The wild ride of Crypto accuses new liquidity worries

The wild ride of Crypto accuses new liquidity worries

The first weekend in December was not fun for cryptocurrency investors. When Friday evening on Wall Street gave way to Saturday morning, the prices of the leading tokens broke down, with Bitcoin lost about a fifth of his value.

If you sold exactly, you remain a mystery, but a tempting note was dropped by one of the more networked people in the world of digital assets: Brian Brooks. As the top banking supervisory officer under Donald Trump, he worked as a chief legally officer of a crypto exchange, coin base, and briefly as a chief executive of another, Binance US, and now leads the Bitcoin miner Bitfury.

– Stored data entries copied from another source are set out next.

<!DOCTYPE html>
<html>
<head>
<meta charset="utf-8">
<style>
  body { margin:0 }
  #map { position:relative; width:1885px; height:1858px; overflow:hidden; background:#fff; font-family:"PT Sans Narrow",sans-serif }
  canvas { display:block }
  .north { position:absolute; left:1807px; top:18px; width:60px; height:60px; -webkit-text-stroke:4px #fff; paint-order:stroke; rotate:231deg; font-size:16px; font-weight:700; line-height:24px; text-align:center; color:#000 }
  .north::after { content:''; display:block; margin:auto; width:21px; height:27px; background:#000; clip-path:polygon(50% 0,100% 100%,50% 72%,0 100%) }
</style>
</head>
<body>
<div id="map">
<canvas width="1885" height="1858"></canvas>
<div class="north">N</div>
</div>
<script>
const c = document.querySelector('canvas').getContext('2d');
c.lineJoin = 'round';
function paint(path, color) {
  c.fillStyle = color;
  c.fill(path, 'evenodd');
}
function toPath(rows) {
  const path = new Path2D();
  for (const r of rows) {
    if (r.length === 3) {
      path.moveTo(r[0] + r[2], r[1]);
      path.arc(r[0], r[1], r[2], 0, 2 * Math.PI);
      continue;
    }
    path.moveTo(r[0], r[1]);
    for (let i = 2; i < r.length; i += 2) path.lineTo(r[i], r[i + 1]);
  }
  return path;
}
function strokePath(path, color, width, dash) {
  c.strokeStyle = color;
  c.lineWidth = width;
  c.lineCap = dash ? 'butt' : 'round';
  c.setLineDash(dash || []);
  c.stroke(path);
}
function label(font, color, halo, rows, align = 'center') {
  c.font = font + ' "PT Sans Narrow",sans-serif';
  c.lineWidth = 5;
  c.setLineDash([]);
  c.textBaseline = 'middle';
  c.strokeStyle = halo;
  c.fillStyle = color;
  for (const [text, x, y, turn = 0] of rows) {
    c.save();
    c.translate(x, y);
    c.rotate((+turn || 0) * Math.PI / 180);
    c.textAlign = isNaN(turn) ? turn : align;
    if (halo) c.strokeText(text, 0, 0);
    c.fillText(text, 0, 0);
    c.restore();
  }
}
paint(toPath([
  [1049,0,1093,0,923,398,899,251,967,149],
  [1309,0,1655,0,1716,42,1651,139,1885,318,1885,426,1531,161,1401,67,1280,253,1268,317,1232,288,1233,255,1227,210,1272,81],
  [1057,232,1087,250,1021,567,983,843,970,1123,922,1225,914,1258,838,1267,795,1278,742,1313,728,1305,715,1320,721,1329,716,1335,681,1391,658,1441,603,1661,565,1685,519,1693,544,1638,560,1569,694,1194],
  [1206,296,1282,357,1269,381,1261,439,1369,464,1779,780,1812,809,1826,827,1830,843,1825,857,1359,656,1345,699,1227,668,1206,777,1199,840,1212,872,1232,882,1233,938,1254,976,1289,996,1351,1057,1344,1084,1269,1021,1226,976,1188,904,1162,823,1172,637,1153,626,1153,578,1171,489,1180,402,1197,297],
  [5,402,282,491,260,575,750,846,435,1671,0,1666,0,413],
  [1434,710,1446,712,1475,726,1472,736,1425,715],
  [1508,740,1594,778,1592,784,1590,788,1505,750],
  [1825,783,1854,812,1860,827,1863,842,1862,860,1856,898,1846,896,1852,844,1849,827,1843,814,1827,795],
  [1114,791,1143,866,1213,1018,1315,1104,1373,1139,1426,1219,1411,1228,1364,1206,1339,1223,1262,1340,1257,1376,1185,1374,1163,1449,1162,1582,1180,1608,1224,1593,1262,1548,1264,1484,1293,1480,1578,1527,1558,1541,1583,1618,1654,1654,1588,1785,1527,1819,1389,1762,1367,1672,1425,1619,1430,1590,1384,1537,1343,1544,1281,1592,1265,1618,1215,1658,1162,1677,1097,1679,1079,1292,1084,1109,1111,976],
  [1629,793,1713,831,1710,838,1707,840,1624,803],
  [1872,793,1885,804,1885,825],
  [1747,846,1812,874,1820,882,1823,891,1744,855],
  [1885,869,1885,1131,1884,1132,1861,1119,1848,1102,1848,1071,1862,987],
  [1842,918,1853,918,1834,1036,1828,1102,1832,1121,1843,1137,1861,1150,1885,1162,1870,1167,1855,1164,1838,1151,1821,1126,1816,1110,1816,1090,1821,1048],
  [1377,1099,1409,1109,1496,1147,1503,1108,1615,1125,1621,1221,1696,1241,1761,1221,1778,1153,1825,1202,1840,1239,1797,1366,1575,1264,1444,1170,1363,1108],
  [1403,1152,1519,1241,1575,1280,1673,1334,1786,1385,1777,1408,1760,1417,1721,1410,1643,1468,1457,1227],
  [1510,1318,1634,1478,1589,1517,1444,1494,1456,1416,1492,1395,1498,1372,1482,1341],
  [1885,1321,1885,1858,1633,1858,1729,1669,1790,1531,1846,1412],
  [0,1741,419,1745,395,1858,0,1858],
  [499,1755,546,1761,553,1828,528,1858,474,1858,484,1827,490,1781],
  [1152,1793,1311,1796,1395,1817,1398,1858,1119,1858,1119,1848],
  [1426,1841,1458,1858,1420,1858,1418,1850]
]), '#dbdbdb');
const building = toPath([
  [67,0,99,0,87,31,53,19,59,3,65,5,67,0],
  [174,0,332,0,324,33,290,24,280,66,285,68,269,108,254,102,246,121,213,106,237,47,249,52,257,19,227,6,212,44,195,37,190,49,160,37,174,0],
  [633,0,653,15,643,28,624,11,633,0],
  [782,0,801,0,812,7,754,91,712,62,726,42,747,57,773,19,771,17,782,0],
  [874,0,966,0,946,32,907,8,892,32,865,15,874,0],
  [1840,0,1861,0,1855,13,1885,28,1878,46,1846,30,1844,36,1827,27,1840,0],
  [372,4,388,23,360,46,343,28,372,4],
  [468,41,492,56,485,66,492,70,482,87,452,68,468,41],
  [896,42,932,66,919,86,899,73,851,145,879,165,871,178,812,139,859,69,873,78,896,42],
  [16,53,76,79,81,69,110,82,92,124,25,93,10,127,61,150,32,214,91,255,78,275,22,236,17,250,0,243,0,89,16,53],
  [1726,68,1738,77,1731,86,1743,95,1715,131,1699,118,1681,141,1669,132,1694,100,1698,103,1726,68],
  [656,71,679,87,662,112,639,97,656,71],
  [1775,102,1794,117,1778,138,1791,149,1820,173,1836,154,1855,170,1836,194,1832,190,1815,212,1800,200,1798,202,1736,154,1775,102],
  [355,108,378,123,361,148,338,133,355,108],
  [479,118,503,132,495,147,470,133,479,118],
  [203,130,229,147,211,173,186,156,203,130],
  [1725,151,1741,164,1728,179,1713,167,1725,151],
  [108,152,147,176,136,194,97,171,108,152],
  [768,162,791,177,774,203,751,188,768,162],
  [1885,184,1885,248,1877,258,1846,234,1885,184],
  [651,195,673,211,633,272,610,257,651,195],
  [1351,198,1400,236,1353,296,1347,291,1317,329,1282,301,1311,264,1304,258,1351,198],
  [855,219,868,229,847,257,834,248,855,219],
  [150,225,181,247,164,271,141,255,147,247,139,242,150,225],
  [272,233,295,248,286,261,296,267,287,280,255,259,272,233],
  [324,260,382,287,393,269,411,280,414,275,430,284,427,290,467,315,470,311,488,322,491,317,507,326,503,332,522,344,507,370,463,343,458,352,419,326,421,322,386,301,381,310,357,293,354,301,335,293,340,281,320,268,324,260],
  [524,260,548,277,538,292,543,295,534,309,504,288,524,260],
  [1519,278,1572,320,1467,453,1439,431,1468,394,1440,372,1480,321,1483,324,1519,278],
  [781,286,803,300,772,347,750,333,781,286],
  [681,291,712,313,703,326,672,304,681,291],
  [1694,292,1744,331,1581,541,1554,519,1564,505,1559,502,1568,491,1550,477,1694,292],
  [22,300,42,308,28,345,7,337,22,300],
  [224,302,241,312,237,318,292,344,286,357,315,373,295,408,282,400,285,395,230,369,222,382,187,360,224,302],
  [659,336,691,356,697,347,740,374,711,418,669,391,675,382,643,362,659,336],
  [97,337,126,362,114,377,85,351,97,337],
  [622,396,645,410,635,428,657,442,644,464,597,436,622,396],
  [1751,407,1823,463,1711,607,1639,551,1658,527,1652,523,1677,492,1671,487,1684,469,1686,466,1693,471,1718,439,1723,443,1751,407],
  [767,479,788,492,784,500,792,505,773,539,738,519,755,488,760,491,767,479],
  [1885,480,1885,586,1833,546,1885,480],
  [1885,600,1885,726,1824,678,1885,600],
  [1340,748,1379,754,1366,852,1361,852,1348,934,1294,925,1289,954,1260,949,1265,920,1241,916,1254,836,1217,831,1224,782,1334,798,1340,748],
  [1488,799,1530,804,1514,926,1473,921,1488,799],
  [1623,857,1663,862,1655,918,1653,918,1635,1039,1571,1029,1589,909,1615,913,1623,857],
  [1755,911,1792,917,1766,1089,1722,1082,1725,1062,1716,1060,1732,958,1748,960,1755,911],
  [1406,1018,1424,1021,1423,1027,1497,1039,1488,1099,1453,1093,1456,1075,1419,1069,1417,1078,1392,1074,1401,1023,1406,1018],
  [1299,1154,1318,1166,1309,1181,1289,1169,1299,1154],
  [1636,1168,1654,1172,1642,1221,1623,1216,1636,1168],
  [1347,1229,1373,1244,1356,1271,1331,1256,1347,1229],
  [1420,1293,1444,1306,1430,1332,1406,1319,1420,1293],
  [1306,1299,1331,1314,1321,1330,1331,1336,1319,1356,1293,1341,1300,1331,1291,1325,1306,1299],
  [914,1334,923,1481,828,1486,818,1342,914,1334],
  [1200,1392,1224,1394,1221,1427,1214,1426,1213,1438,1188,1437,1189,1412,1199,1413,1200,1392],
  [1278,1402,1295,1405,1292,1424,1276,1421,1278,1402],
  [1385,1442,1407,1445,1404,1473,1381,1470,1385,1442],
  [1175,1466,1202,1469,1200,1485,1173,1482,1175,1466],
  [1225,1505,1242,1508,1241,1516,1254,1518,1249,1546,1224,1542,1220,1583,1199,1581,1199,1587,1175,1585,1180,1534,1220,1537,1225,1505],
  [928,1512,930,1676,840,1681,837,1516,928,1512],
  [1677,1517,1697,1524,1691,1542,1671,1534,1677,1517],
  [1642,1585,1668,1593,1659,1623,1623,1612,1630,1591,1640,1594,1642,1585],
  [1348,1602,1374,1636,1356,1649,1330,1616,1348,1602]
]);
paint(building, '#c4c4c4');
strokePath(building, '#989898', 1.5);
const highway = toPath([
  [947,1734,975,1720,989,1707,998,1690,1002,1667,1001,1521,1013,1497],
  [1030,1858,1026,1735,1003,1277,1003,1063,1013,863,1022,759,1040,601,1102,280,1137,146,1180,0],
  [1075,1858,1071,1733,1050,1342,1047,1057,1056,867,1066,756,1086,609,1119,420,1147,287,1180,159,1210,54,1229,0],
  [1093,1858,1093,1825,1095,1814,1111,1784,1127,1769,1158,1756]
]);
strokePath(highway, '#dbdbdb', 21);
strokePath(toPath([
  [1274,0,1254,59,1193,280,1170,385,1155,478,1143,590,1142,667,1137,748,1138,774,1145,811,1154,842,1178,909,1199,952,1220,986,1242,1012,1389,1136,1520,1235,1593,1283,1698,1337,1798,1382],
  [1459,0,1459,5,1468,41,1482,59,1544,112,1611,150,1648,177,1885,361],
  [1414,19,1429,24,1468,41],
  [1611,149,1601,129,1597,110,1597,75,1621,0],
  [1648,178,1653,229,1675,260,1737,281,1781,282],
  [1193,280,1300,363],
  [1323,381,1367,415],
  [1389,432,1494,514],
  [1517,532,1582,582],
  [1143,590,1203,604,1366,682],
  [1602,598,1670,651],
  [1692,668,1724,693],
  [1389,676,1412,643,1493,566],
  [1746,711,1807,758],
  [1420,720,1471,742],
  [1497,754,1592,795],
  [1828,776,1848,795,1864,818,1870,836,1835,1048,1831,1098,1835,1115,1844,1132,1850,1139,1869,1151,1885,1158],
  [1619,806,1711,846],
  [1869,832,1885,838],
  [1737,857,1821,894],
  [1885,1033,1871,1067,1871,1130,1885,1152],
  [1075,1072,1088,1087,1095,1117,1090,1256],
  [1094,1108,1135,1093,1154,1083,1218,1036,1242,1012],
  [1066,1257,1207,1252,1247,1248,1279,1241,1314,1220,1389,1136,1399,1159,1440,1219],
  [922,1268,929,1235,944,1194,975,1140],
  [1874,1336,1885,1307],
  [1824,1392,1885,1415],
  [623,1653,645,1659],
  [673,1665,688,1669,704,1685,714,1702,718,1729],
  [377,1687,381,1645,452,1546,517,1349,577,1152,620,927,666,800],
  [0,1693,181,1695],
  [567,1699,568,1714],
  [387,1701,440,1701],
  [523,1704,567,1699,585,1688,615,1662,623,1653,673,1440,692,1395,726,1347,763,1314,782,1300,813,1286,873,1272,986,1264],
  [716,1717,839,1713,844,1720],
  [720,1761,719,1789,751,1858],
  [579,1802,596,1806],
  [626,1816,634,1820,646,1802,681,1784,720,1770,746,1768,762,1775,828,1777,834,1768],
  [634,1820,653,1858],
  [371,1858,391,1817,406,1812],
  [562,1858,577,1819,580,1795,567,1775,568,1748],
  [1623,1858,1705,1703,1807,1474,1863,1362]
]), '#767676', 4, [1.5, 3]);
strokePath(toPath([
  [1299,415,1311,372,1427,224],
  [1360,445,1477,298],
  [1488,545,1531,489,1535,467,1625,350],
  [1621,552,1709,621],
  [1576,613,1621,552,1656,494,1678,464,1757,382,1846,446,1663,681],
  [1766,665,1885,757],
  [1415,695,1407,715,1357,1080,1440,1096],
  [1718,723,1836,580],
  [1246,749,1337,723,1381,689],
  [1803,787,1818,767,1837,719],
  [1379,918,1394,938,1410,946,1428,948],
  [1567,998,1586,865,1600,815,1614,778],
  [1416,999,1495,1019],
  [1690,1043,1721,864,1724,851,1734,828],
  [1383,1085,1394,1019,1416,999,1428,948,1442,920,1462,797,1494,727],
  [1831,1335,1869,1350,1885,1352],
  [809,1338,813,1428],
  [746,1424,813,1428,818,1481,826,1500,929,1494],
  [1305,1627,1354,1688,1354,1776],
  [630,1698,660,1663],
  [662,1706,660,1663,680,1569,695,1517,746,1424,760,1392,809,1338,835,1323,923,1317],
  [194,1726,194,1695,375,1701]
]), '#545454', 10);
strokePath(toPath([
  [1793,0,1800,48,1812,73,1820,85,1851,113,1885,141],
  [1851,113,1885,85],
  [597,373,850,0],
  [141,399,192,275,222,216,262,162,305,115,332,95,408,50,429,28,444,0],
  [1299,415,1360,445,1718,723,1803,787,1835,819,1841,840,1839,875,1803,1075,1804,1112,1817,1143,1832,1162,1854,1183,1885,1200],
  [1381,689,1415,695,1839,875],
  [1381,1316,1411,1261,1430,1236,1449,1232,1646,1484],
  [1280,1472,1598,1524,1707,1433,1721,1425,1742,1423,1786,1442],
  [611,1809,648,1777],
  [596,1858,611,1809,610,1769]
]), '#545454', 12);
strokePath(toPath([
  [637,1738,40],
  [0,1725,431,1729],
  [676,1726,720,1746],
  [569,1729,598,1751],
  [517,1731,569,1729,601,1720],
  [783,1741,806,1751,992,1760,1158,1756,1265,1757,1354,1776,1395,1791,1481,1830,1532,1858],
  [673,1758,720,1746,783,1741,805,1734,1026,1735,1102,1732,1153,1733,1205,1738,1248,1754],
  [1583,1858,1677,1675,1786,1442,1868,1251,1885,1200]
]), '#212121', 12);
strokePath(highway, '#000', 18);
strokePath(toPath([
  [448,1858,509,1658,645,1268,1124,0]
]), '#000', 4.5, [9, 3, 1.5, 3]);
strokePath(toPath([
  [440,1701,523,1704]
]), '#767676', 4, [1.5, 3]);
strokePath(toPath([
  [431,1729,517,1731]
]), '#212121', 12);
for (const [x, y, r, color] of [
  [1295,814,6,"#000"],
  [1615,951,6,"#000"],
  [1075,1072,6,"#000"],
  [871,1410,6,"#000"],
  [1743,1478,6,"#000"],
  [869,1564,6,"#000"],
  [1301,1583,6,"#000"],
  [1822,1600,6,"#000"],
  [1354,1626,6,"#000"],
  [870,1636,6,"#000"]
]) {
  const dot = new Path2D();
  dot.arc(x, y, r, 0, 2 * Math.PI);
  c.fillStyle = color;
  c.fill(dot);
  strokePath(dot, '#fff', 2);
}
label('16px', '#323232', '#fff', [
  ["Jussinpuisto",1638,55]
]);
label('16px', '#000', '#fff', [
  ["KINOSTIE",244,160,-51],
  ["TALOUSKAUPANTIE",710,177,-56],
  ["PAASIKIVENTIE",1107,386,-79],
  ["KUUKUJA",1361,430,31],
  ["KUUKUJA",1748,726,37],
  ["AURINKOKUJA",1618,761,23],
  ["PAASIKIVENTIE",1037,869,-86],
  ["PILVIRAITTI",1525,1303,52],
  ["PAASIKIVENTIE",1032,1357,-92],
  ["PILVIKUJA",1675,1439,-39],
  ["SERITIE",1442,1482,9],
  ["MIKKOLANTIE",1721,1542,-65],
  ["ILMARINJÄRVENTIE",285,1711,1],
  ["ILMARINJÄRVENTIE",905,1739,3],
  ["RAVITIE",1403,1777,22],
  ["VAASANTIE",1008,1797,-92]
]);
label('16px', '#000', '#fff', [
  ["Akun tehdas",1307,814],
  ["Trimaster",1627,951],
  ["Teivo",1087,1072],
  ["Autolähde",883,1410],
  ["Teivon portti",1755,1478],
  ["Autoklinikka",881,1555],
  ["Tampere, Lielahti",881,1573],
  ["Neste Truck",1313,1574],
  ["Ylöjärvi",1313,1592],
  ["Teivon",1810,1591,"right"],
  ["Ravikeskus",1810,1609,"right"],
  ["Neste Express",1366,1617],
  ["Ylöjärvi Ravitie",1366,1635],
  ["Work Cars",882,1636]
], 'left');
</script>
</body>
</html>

At a hearing from the Financial Service Committee of the House of Representatives on Wednesday, Brooks expressed the possibility that only one or two large actors could have been involved in the crypto route, who try to reduce large-fitting positions in a market that is open around the clock that remains open when most people try to sleep.

he suggested the proposal when he was asked by Al Green, a Democrat from Texas, whether he believed that the latest episodes of "extreme volatility" on the cryptoma markets are a sign that something is going wrong and that investors like the bubble like that of the financial bubble.

Brooks, who held the position of the incumbent currency examiner in the Trump administration, attributed the recent dramatic price movements to the “early phase” of market development. The liquidity is so limited-he estimated that about 80 percent of Bitcoin owners have never sold-that if a large crypto investor sneezes, everyone gets a cold.

"A person who dissolves their position can have a massive impact on the price," said Brooks. "So if you hear from a day on which there was a huge drop in prices at Bitcoin, it often turns out that there were one or two large traders who dissolved a levered position, and the vast majority of the owners have had enough trust that they have never sold it."

Bitcoin bulls like Brooks have their reasons to see a strong drop in price as a positive indicator. Crypto tokens have previously fallen strongly to resume their apparently relentless increase.

But his analysis also helps to explain why so many current regulatory authorities - above all Gary Gensler, President Joe Bidens election as chairman of the Securities and Exchange Commission - remain so suspicious of the cryptoma markets.

If a small number of investors can easily move a market - we assume in this case for fundamental reasons - a similarly small number may manipulate it.

Loose regulations in countries outside the United States only increase the risks: the price volatility in the crypto spot market can quickly be reinforced by the structure of risky derivative positions abroad.

"People take extremely foreign positions because the non-US platforms allow this," said Faryar Shirzad, Chief Policy Officer from Coinbase, my colleague Adam Samson this week at the FT Global Boardroom conference. "So if you have movements, you will find them accelerated."